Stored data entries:
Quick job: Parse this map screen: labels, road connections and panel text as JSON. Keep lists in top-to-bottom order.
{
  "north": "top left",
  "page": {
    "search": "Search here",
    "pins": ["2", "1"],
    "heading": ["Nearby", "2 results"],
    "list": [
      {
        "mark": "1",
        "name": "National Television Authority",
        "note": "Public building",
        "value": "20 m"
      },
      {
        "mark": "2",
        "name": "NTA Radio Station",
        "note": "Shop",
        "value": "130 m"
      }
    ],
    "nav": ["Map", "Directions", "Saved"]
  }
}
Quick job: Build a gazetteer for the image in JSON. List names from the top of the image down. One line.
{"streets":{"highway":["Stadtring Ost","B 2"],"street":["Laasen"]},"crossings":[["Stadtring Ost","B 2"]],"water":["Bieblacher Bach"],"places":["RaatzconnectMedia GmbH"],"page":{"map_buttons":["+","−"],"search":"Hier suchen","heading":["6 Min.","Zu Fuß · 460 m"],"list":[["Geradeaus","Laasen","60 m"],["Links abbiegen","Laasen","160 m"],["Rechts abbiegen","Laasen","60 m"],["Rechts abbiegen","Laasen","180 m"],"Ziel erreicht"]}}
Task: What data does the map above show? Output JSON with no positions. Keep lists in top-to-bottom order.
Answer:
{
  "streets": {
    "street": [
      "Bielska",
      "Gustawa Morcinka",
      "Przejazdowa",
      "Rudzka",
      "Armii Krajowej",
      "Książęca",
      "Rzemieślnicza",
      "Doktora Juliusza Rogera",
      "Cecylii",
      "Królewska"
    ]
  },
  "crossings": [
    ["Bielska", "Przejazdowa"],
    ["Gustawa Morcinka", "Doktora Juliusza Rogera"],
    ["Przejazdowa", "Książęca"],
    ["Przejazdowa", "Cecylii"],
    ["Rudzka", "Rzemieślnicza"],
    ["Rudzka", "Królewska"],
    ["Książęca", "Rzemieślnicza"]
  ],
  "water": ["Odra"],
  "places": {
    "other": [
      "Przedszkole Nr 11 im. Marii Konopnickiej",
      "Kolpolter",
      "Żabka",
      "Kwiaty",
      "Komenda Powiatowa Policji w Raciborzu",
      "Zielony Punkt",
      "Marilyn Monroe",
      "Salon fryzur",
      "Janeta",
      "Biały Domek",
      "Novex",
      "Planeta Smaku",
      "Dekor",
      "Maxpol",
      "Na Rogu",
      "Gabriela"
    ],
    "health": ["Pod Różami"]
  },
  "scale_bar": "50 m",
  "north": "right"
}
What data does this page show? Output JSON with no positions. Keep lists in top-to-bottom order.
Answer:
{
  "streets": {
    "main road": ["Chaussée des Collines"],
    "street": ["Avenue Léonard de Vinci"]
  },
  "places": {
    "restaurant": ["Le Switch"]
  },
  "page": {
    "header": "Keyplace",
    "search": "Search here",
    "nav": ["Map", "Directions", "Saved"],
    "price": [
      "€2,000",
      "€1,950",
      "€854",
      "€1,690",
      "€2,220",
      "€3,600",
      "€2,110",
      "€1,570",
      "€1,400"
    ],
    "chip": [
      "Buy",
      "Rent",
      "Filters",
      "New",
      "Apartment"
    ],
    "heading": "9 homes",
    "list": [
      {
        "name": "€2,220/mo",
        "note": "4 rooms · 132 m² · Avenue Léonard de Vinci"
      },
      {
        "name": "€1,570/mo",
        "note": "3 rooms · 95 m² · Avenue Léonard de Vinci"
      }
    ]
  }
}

### Task goal
Please output an exact copy of the lines above, from the opening line of the data down to the line that contains "Task: What data".

### Result of the exercise
Quick job: Parse this map screen: labels, road connections and panel text as JSON. Keep lists in top-to-bottom order.
{
  "north": "top left",
  "page": {
    "search": "Search here",
    "pins": ["2", "1"],
    "heading": ["Nearby", "2 results"],
    "list": [
      {
        "mark": "1",
        "name": "National Television Authority",
        "note": "Public building",
        "value": "20 m"
      },
      {
        "mark": "2",
        "name": "NTA Radio Station",
        "note": "Shop",
        "value": "130 m"
      }
    ],
    "nav": ["Map", "Directions", "Saved"]
  }
}
Quick job: Build a gazetteer for the image in JSON. List names from the top of the image down. One line.
{"streets":{"highway":["Stadtring Ost","B 2"],"street":["Laasen"]},"crossings":[["Stadtring Ost","B 2"]],"water":["Bieblacher Bach"],"places":["RaatzconnectMedia GmbH"],"page":{"map_buttons":["+","−"],"search":"Hier suchen","heading":["6 Min.","Zu Fuß · 460 m"],"list":[["Geradeaus","Laasen","60 m"],["Links abbiegen","Laasen","160 m"],["Rechts abbiegen","Laasen","60 m"],["Rechts abbiegen","Laasen","180 m"],"Ziel erreicht"]}}
Task: What data does the map above show? Output JSON with no positions. Keep lists in top-to-bottom order.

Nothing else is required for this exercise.